- [Directions for this task]: The required output is the line containing "[85,1028,604,711,1208,339]" followed by every later line through the end of the data, all reproduced exactly.

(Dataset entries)
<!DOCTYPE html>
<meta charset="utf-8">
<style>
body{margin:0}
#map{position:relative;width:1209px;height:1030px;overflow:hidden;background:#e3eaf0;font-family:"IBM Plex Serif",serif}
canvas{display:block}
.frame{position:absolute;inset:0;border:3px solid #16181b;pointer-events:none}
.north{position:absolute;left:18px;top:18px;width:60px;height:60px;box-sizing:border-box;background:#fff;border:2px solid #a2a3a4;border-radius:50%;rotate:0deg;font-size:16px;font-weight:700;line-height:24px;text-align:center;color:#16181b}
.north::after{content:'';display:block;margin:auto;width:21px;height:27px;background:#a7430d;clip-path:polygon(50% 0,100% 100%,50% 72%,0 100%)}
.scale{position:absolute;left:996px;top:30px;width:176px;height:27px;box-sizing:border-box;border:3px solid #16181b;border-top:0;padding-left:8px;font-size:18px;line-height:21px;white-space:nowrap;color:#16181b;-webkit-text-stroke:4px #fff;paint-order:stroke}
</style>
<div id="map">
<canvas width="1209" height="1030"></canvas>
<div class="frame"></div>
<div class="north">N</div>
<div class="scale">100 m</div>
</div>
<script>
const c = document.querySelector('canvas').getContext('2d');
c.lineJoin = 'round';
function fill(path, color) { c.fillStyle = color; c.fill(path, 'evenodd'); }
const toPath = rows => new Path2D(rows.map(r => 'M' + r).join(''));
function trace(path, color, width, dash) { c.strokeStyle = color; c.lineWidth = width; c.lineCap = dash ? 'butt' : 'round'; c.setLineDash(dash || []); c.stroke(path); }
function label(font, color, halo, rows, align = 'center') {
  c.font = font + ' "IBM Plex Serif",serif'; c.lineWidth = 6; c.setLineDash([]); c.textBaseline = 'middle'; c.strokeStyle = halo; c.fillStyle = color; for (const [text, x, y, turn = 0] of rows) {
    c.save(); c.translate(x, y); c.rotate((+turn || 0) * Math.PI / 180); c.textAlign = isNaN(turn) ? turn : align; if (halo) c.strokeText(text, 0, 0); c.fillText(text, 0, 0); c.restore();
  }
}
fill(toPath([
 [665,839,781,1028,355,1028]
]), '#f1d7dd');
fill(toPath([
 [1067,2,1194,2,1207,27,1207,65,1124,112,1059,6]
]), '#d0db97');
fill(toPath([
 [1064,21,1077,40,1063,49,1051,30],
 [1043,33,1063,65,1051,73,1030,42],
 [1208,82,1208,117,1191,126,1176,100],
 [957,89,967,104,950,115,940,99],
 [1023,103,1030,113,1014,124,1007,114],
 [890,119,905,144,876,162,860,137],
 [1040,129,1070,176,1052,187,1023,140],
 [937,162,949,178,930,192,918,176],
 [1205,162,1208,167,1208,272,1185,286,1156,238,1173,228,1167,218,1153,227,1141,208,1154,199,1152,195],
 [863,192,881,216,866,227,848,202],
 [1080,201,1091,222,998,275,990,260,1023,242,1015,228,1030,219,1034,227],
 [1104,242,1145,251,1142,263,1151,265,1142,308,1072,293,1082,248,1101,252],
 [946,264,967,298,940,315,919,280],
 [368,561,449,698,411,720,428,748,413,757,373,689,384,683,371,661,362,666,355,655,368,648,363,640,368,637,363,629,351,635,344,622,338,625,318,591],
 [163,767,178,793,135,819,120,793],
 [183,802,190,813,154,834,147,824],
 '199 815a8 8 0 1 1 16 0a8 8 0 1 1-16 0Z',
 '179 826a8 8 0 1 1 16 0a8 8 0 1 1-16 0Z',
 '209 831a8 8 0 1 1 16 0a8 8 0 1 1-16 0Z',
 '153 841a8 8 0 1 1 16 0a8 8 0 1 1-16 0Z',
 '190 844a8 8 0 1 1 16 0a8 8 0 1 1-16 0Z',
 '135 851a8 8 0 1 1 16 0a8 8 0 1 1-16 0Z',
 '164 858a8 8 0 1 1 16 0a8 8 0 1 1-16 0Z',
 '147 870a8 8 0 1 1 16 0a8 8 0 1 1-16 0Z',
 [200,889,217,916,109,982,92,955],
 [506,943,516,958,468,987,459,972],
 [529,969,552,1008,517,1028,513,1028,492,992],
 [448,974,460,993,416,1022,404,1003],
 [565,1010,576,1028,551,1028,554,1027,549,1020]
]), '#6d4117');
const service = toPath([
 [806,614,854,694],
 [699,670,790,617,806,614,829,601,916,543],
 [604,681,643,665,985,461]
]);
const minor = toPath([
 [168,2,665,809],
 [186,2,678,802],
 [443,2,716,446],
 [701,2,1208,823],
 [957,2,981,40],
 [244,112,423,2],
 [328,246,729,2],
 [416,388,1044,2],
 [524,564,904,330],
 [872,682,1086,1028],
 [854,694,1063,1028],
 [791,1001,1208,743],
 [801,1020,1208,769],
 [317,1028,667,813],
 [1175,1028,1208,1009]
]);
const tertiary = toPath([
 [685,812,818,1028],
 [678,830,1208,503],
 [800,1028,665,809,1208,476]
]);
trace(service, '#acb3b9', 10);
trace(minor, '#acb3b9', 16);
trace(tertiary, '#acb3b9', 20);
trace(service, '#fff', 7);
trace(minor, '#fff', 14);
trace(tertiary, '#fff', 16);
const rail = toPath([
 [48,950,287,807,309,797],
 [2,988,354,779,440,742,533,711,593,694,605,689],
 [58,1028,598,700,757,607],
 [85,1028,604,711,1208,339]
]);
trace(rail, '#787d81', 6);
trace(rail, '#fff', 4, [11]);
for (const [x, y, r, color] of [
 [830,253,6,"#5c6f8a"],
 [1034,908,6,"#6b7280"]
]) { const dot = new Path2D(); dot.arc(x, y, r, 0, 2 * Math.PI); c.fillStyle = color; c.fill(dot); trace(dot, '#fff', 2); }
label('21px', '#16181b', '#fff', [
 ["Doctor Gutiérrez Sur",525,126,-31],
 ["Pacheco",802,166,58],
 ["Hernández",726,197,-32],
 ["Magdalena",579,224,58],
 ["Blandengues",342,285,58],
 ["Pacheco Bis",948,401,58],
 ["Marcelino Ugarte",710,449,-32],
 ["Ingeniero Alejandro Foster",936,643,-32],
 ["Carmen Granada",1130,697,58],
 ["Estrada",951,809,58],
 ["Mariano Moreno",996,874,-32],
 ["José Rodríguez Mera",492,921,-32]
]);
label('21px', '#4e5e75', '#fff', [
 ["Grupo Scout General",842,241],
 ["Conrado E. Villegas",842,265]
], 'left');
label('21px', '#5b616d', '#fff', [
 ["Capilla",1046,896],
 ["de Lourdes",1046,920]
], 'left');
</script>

- [Answer box]:
 [85,1028,604,711,1208,339]
]);
trace(rail, '#787d81', 6);
trace(rail, '#fff', 4, [11]);
for (const [x, y, r, color] of [
 [830,253,6,"#5c6f8a"],
 [1034,908,6,"#6b7280"]
]) { const dot = new Path2D(); dot.arc(x, y, r, 0, 2 * Math.PI); c.fillStyle = color; c.fill(dot); trace(dot, '#fff', 2); }
label('21px', '#16181b', '#fff', [
 ["Doctor Gutiérrez Sur",525,126,-31],
 ["Pacheco",802,166,58],
 ["Hernández",726,197,-32],
 ["Magdalena",579,224,58],
 ["Blandengues",342,285,58],
 ["Pacheco Bis",948,401,58],
 ["Marcelino Ugarte",710,449,-32],
 ["Ingeniero Alejandro Foster",936,643,-32],
 ["Carmen Granada",1130,697,58],
 ["Estrada",951,809,58],
 ["Mariano Moreno",996,874,-32],
 ["José Rodríguez Mera",492,921,-32]
]);
label('21px', '#4e5e75', '#fff', [
 ["Grupo Scout General",842,241],
 ["Conrado E. Villegas",842,265]
], 'left');
label('21px', '#5b616d', '#fff', [
 ["Capilla",1046,896],
 ["de Lourdes",1046,920]
], 'left');
</script>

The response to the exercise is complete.